Sidewalks Become Battlegrounds
City sidewalks do not meet standards set by the Americans with Disabilities Act.
Oct. 26, 2009 -- JACKSON, Miss. — The nation's crumbling sidewalks have disabled residents taking their wheelchairs to the streets, a potentially dangerous practice that has cash-strapped cities and disability-rights advocates at odds over how to fix the problem.
Cities across the nation are dealing with eroding sidewalks that do not meet standards set by the Americans with Disabilities Act. Under the ADA, state and local governments cannot discriminate against the disabled in providing "services, programs or activities," including access to sidewalks.
Although there are no specific statistics on the number of accidents involving wheelchairs in streets, according to the U.S. Department of Transportation's Fatality Analysis Reporting System, disability was a factor in 617 pedestrian traffic fatalities last year.

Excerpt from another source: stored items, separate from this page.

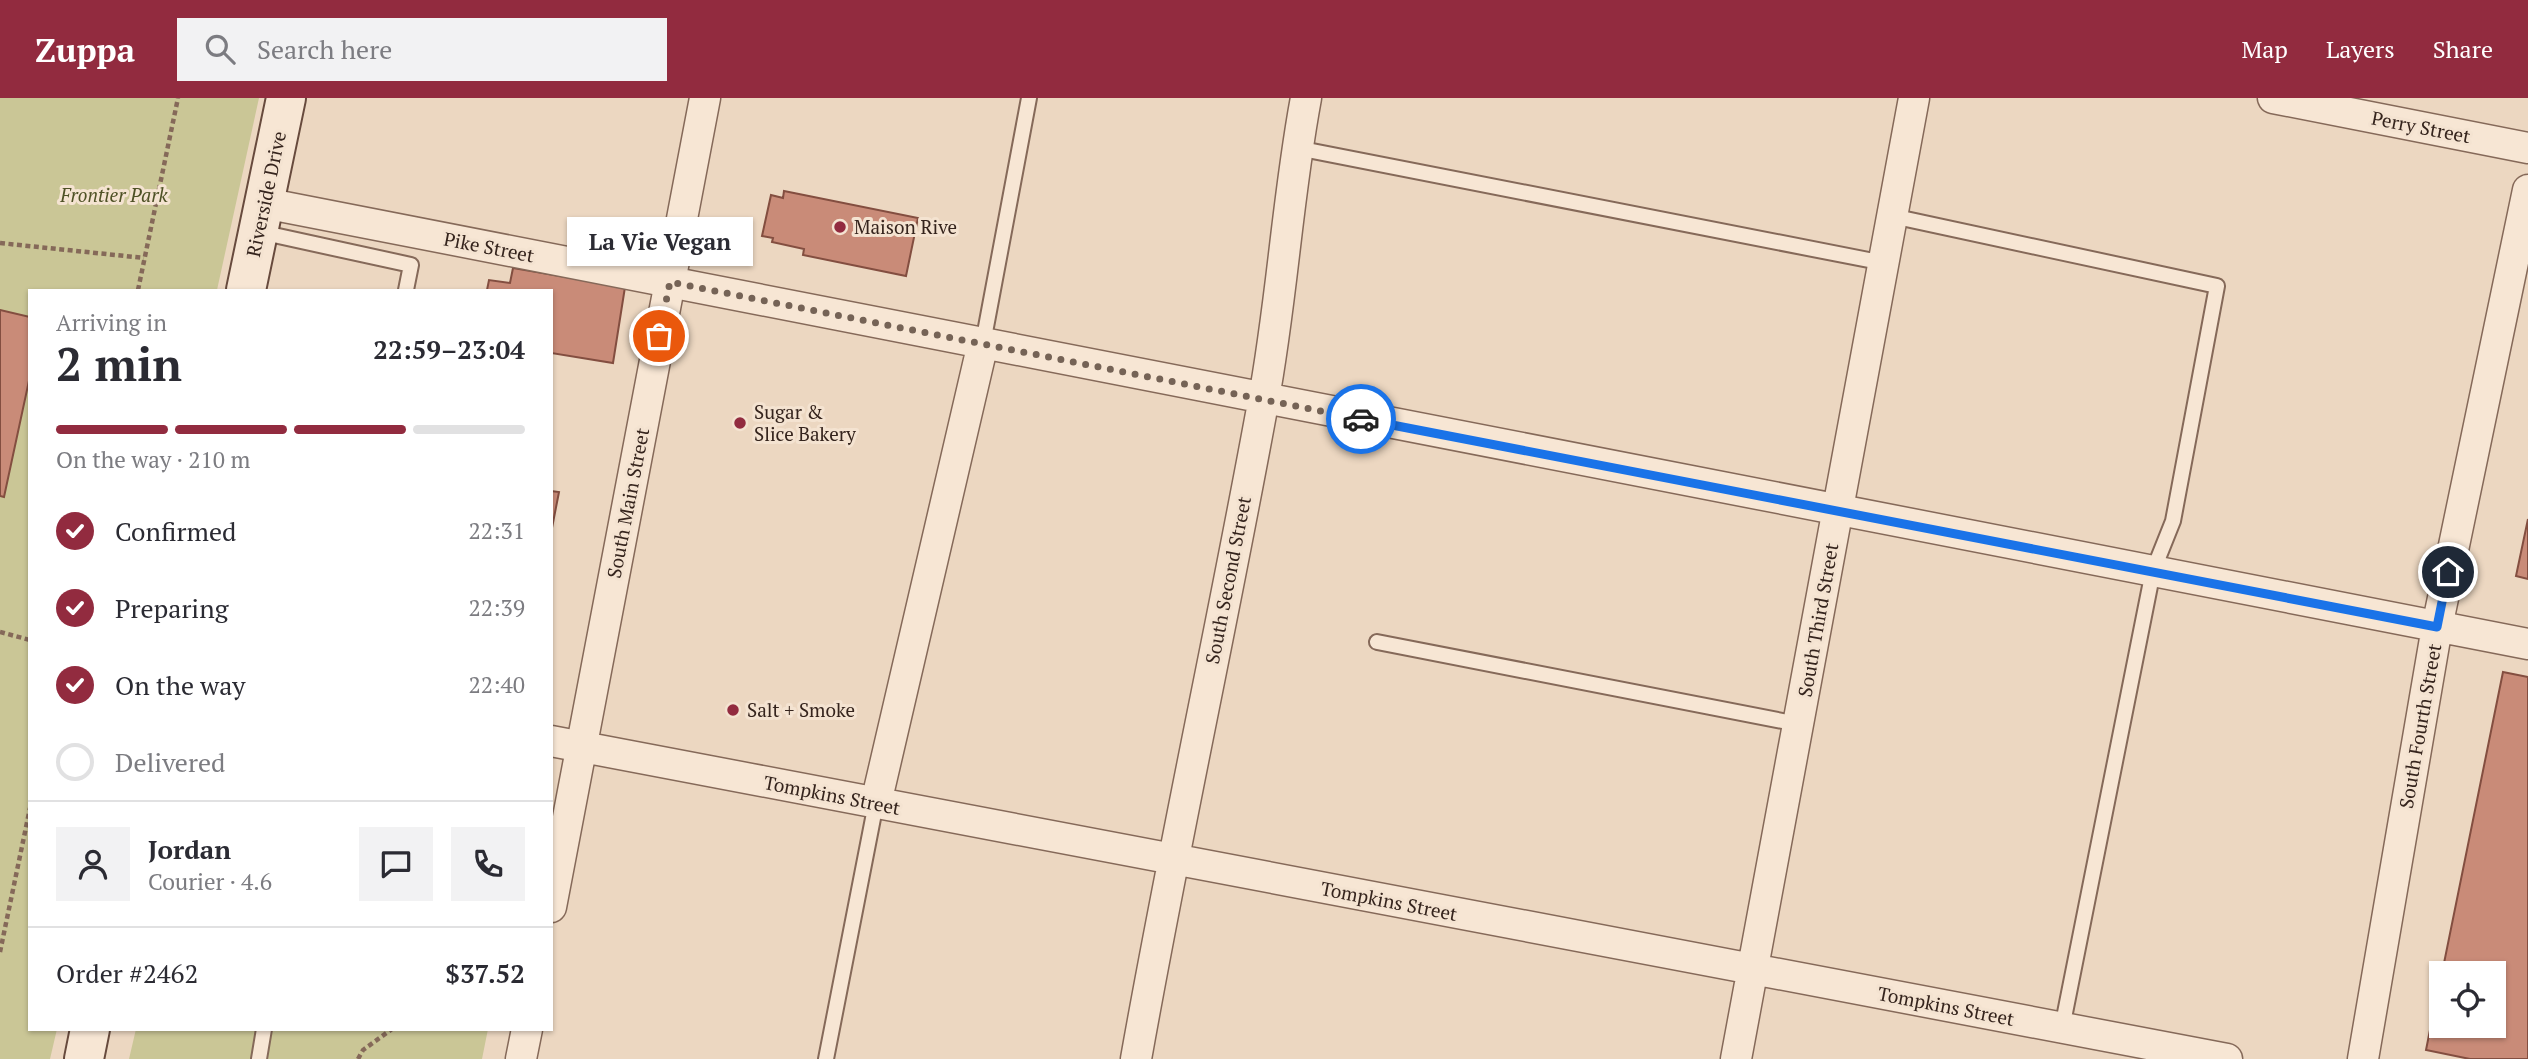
<!DOCTYPE html>
<meta charset="utf-8">
<style>
:root{--surface:#fff;--page:#f2f2f3;--text:#2b2b33;--muted:#7c7c81;--line:#e1e1e2;--accent:#922b3f}
body{margin:0;font-family:"PT Serif",serif;background:var(--page);color:var(--text);height:100vh;display:flex;flex-direction:column;font-size:26px;white-space:nowrap}
*{box-sizing:border-box;margin:0}
p{font-size:23px;color:var(--muted)}
.icon{flex:none;width:38px;height:38px;fill:none;stroke:currentColor;stroke-width:2;stroke-linecap:round;stroke-linejoin:round}
.map{position:relative;flex:1;overflow:hidden}
.details{position:absolute;left:28px;top:191px;width:525px;height:742px;display:flex;flex-direction:column;background:var(--surface);border-radius:0px;box-shadow:0 2px 5px #0004}
.details>*{flex:none}
.fabs{position:absolute;left:2429px;top:863px;display:grid;gap:14px}
.fabs a{display:grid;place-items:center;width:77px;height:77px;border-radius:0px;background:var(--surface);box-shadow:0 2px 5px #0004;font-size:35px}
.pin{position:absolute;display:grid;place-items:center;width:60px;height:60px;color:#fff;margin:-30px;border:4px solid #fff;border-radius:50%;box-shadow:0 2px 7px #0007}
.courier{position:absolute;display:grid;place-items:center;width:70px;height:70px;margin:-35px;border:5px solid #1a73e8;border-radius:50%;background:#fff;color:#222;box-shadow:0 2px 9px #0007}
.bubble{position:absolute;height:49px;border-radius:0px;background:var(--surface);box-shadow:0 2px 5px #0004;font-size:23px;font-weight:600;line-height:49px;text-align:center}
.summary em{font-style:normal;font-weight:600}
.summary div{display:flex;flex-direction:column-reverse}
.summary{display:flex;align-items:center;justify-content:space-between;height:119px;padding:0 28px}
h1{font-size:46px;font-weight:600;line-height:52px}
.bar{display:grid;grid-template-columns:repeat(4,1fr);gap:10px 7px;align-content:center;height:84px;padding:0 28px}
.bar i{height:9px;border-radius:5px;background:var(--line)}
.bar .selected{background:var(--accent)}
.bar p{grid-column:span 4}
.line{display:flex;align-items:center;gap:18px;padding:0 28px;border-top:2px solid var(--line)}
.line div{flex:1}
.round{display:grid;place-items:center;flex:none;width:74px;height:74px;border-radius:0px;background:var(--page)}
ol{padding:0 28px;list-style:none}
li{display:flex;align-items:center;gap:21px;height:77px}
li p{margin-inline-start:auto}
li .icon{padding:7px;border-radius:50%;background:var(--accent);color:#fff;stroke-width:4}
li:last-child{color:var(--muted)}
li i{width:38px;height:38px;border:4px solid var(--line);border-radius:50%}
header{display:flex;align-items:center;gap:42px;box-sizing:border-box;height:98px;padding:0 35px;background:var(--accent);color:#fff}
header strong{font-size:33px}
nav{display:flex;gap:38px;margin-inline-start:auto;font-size:24px}
.search{width:490px;height:63px;background:var(--page);display:flex;align-items:center;gap:18px;box-sizing:border-box;padding:0 24px;border-radius:0px;color:var(--muted);font-size:26px}
.map>svg:first-child{display:block}
.green{fill:#cac696}
.building{fill:#c98b78;stroke:#834e40;stroke-width:2}
.lines{fill:none;stroke-linecap:round;stroke-linejoin:round}
.lane-casing{stroke:#856959;stroke-width:18}
.street-casing{stroke:#856959;stroke-width:33}
.secondary-casing{stroke:#674a3d;stroke-width:42}
.path{stroke:#856959;stroke-width:4.5;stroke-dasharray:5 3.5;stroke-linecap:butt}
.lane{stroke:#f7e6d4;stroke-width:14}
.street{stroke:#f7e6d4;stroke-width:30}
.secondary{stroke:#f7e6d4;stroke-width:38}
.done{stroke:#756356;stroke-width:7;stroke-dasharray:0 12.6}
.route{stroke:#1a73e8;stroke-width:9}
.poi-dot{fill:#922b3f;stroke:#f4e3d1;stroke-width:2.5}
.labels{text-anchor:middle;stroke-width:6;stroke-linejoin:round;paint-order:stroke}
.street-label{font-size:19px;fill:#35241d;stroke:#f4e3d1}
.park-label{font-size:19px;font-style:italic;fill:#4e5125;stroke:#f4e3d1}
.poi-label{font-size:19px;fill:#35241d;stroke:#f4e3d1;text-anchor:start}
</style>
<header>
<strong>Zuppa</strong>
<div class="search"><svg class="icon" aria-label="search" viewBox="0 0 24 24"><circle cx="10" cy="10" r="6"/><path d="M15 15l6 6"/></svg>Search here</div>
<nav><a>Map</a><a>Layers</a><a>Share</a></nav>
</header>
<div class="map">
<svg width="2528" height="961" viewBox="0 0 2528 961">
<rect width="100%" height="100%" fill="#ecd7c1"/>
<path class="green" d="M0,0H259L217,192H30V931H57L50,961H0Z
M136,931H488L482,961H129Z"/>
<path class="building" d="M784,93L918,120L906,178L803,157L804,151L772,144L773,140L762,138L771,97L783,100Z
M513,170L625,189L613,265L551,255V192H487L489,182L510,185Z
M0,212L30,219V278L4,399L0,398Z
M551,393L559,394L551,435Z
M2528,421V481L2516,478Z
M2503,574L2528,579V961H2470L2426,952L2441,877V928H2494V875H2442Z"/>
<g class="lines">
<g class="lane-casing">
<path id="lane" d="M1297,50L1884,165
M1892,118L2217,188L2173,423L2153,473L2062,930
M260,134L411,167L406,192
M983,245L1029,0
M1377,544L1798,626
M259,961L264,931
M826,961L876,705"/>
</g>
<g class="street-casing">
<path id="street" d="M2273,0L2528,50
M264,105L2528,546
M551,643L2227,961
M876,705L983,245
M551,809L705,0
M521,961L527,931
M1136,961C1175,741 1223,524 1263,305C1282,204 1287,101 1306,0
M1736,961L1914,0
M2363,961L2437,529L2528,92"/>
</g>
<g class="secondary-casing">
<path id="secondary" d="M246,192L286,0
M84,961L90,931"/>
</g>
<path class="path" d="M0,145L144,160
M138,192L178,0
M0,534L30,542
M0,854L30,710
M358,961L363,952L392,931"/>
<use href="#lane" class="lane"/>
<use href="#street" class="street"/>
<use href="#secondary" class="secondary"/>
</g>
<g class="lines">
<path class="done" d="M659,238L670,184L1361,321"/>
<path class="route" d="M1361,321L2437,529L2448,474"/>
</g>
<g class="poi-dot">
<circle cx="840" cy="129" r="7"/>
<circle cx="740" cy="325" r="7"/>
<circle cx="733" cy="612" r="7"/>
</g>
<g class="labels">
<g class="street-label">
<text transform="translate(2421 29) rotate(11)" y="7">Perry Street</text>
<text transform="translate(266 96) rotate(-78)" y="7">Riverside Drive</text>
<text transform="translate(489 149) rotate(11)" y="7">Pike Street</text>
<text transform="translate(628 405) rotate(-79)" y="7">South Main Street</text>
<text transform="translate(1228 482) rotate(-79)" y="7">South Second Street</text>
<text transform="translate(1818 522) rotate(-80)" y="7">South Third Street</text>
<text transform="translate(2420 628) rotate(-80)" y="7">South Fourth Street</text>
<text transform="translate(832 697) rotate(11)" y="7">Tompkins Street</text>
<text transform="translate(1389 803) rotate(11)" y="7">Tompkins Street</text>
<text transform="translate(1946 908) rotate(11)" y="7">Tompkins Street</text>
</g>
<g class="park-label">
<text x="114" y="104">Frontier Park</text>
</g>
<g class="poi-label">
<text x="854" y="136">Maison Rive</text>
<text x="754" y="321">Sugar &amp;<tspan x="754" dy="22">Slice Bakery</tspan></text>
<text x="747" y="619">Salt + Smoke</text>
</g>
</g>
</svg>
<div class="fabs">
<a><svg class="icon" aria-label="locate" viewBox="0 0 24 24"><circle cx="12" cy="12" r="6"/><path d="M12 2v4M12 18v4M2 12h4M18 12h4"/></svg></a>
</div>
<div class="pin" style="left:659px;top:238px;background:#ea580c"><svg class="icon" aria-label="bag" viewBox="0 0 24 24"><path d="M5 8h14l-1 12H6zM9 8a3 3 0 0 1 6 0"/></svg></div>
<div class="pin" style="left:2448px;top:474px;background:#1f2937"><svg class="icon" aria-label="home" viewBox="0 0 24 24"><path d="M3 11l9-7 9 7M6 9v11h12V9"/></svg></div>
<div class="courier" style="left:1361px;top:321px"><svg class="icon" aria-label="car" viewBox="0 0 24 24"><path d="M5 17H2v-5l4-1 3-4h7l3 4 3 1v5h-3M9 17h6M6 11h13"/><circle cx="7" cy="17" r="2"/><circle cx="17" cy="17" r="2"/></svg></div>
<div class="bubble" style="left:567px;top:119px;width:186px">La Vie Vegan</div>
<section class="details">
<div class="summary"><div><h1>2 min</h1><p>Arriving in</p></div><em>22:59–23:04</em></div>
<div class="bar"><i class="selected"></i><i class="selected"></i><i class="selected"></i><i></i><p>On the way · 210 m</p></div>
<ol>
<li><svg class="icon" aria-label="check" viewBox="0 0 24 24"><path d="M5 12l5 5 9-10"/></svg>Confirmed<p>22:31</p></li>
<li><svg class="icon" aria-label="check" viewBox="0 0 24 24"><path d="M5 12l5 5 9-10"/></svg>Preparing<p>22:39</p></li>
<li><svg class="icon" aria-label="check" viewBox="0 0 24 24"><path d="M5 12l5 5 9-10"/></svg>On the way<p>22:40</p></li>
<li><i></i>Delivered</li>
</ol>
<div class="line" style="height:126px"><a class="round"><svg class="icon" aria-label="person" viewBox="0 0 24 24"><circle cx="12" cy="8" r="4"/><path d="M4 21q1-7 8-7t8 7"/></svg></a><div><b>Jordan</b><p>Courier · 4.6</p></div><a class="round"><svg class="icon" aria-label="chat" viewBox="0 0 24 24"><path d="M4 5h16v11H9l-5 4z"/></svg></a><a class="round"><svg class="icon" aria-label="phone" viewBox="0 0 24 24"><path d="M5 4h4l2 5-3 2q2 4 5 5l2-3 5 2v4C11 20 4 13 5 4z"/></svg></a></div>
<div class="line" style="height:91px"><div>Order #2462</div><b>$37.52</b></div>
</section>
</div>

Disabled residents here take their lives in their hands getting from point A to point B, says Scott Crawford, a disability-rights advocate.
In March, James Smith, 68, was killed when an SUV, struck by another vehicle, plowed into his motorized wheelchair on Medgar Evers Boulevard, one of Jackson's main thoroughfares.
Where they exist, the sidewalks often are in such disrepair as to be impassible to people in wheelchairs, says Crawford, leaving the roadway as the only other option.
"I've been beeped at and honked at and cussed at," by motorists, he says.
Lois Thibault, coordinator of research for the U.S. Access Board, a federal agency that provides guidance to local governments on ADA issues, said Jackson is in the same boat with a lot of cities that for years stalled spending federal dollars on sidewalks to spend money on roads.
"It's deferred maintenance," she said. "We've been so focused on new construction that we've let the maintenance go."
Crawford is a plaintiff in a federal lawsuit aimed at getting the city to comply with ADA standards by making sidewalks, bus stops and other public areas accessible to the disabled. The Justice Department has joined in the lawsuit.